あれ……なんか私、まずいこと言った? これも言うべきじゃなかったのかな。
「ところで、王エル殿はどのような魔法を使われる? 癒し系か結界系か、攻撃魔法を使われるようには見受けられないが……」
この世界では王族=魔法使いなんだろうか。それともレムス国だけなんだろうか。ここは正直に言った方がいいよね。魔法なんか使えないんだし。
「私は魔法を使えません。というか、私の国では魔法を使う者がおりませんので……」
そう言った途端、妃奈は近くにあった大きな木の幹に背中を叩きつけられた。
「なっ……」
何をするんですか? と言う問いは、突然首筋につきつけられた剣に瞠目して、思わず呑み込む。

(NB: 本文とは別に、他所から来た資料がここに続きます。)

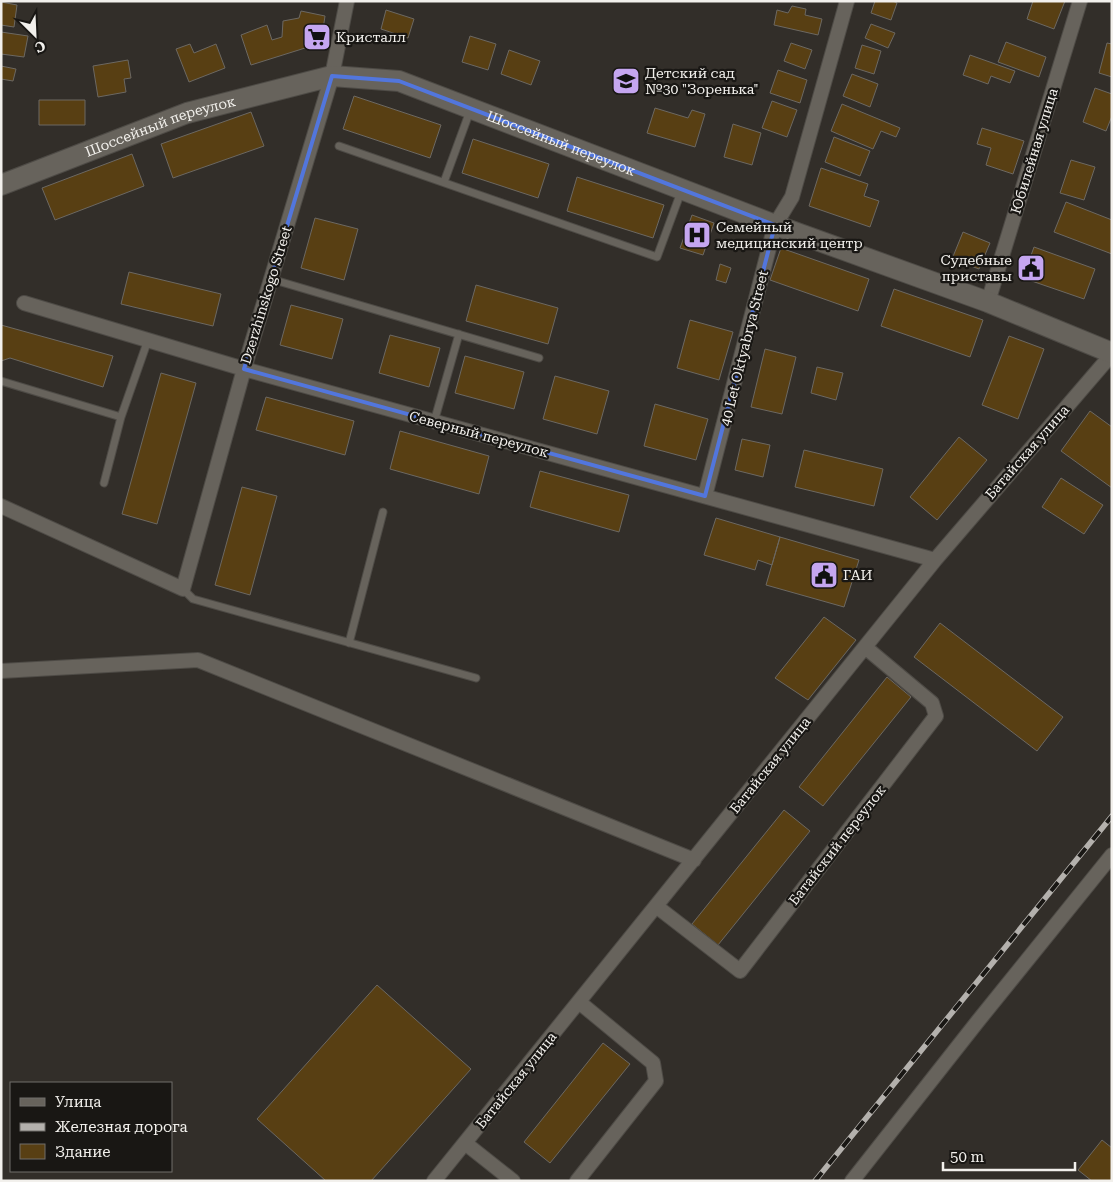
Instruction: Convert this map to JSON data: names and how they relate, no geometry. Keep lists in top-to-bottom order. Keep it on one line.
{"streets":{"main road":["Шоссейный переулок"],"street":["Юбилейная улица","Dzerzhinskogo Street","40 Let Oktyabrya Street","Северный переулок","Батайская улица","Батайский переулок"]},"crossings":[["Шоссейный переулок","Юбилейная улица"],["Шоссейный переулок","Dzerzhinskogo Street"],["Шоссейный переулок","40 Let Oktyabrya Street"],["Шоссейный переулок","Батайская улица"],["Dzerzhinskogo Street","Северный переулок"],["40 Let Oktyabrya Street","Северный переулок"],["Северный переулок","Батайская улица"],["Батайская улица","Батайский переулок"]],"places":{"supermarket":["Кристалл"],"school or university":["Детский сад №30 \"Зоренька\""],"hospital":["Семейный медицинский центр"],"public building":["Судебные приставы","ГАИ"]},"legend":["Улица","Железная дорога","Здание"],"scale_bar":"50 m","north":"bottom right"}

見上げると、怒りを含んだアイスグレーの瞳が睨みつけていた。
「おまえ、国はどこだ? 最近、ネメア公国を混乱させていると言う胡乱な異国人の一味と同じではないのかっ?」
首筋にチリッと痛みが走り、生温かい液体が、妃奈の首から鎖骨を伝って胸まで流れた。
「あ、あの、私は……」
隣国ネメア公国を混乱させている異国人? 知らない。そんなのと私は関係ない。
しかし、恐怖で竦んで、うまく言葉が出てこない。
近くで紫竜がぐるる、と不穏な鳴き声を上げる。しかし、それを上回る低い声で緑竜が威嚇する声が聞こえた。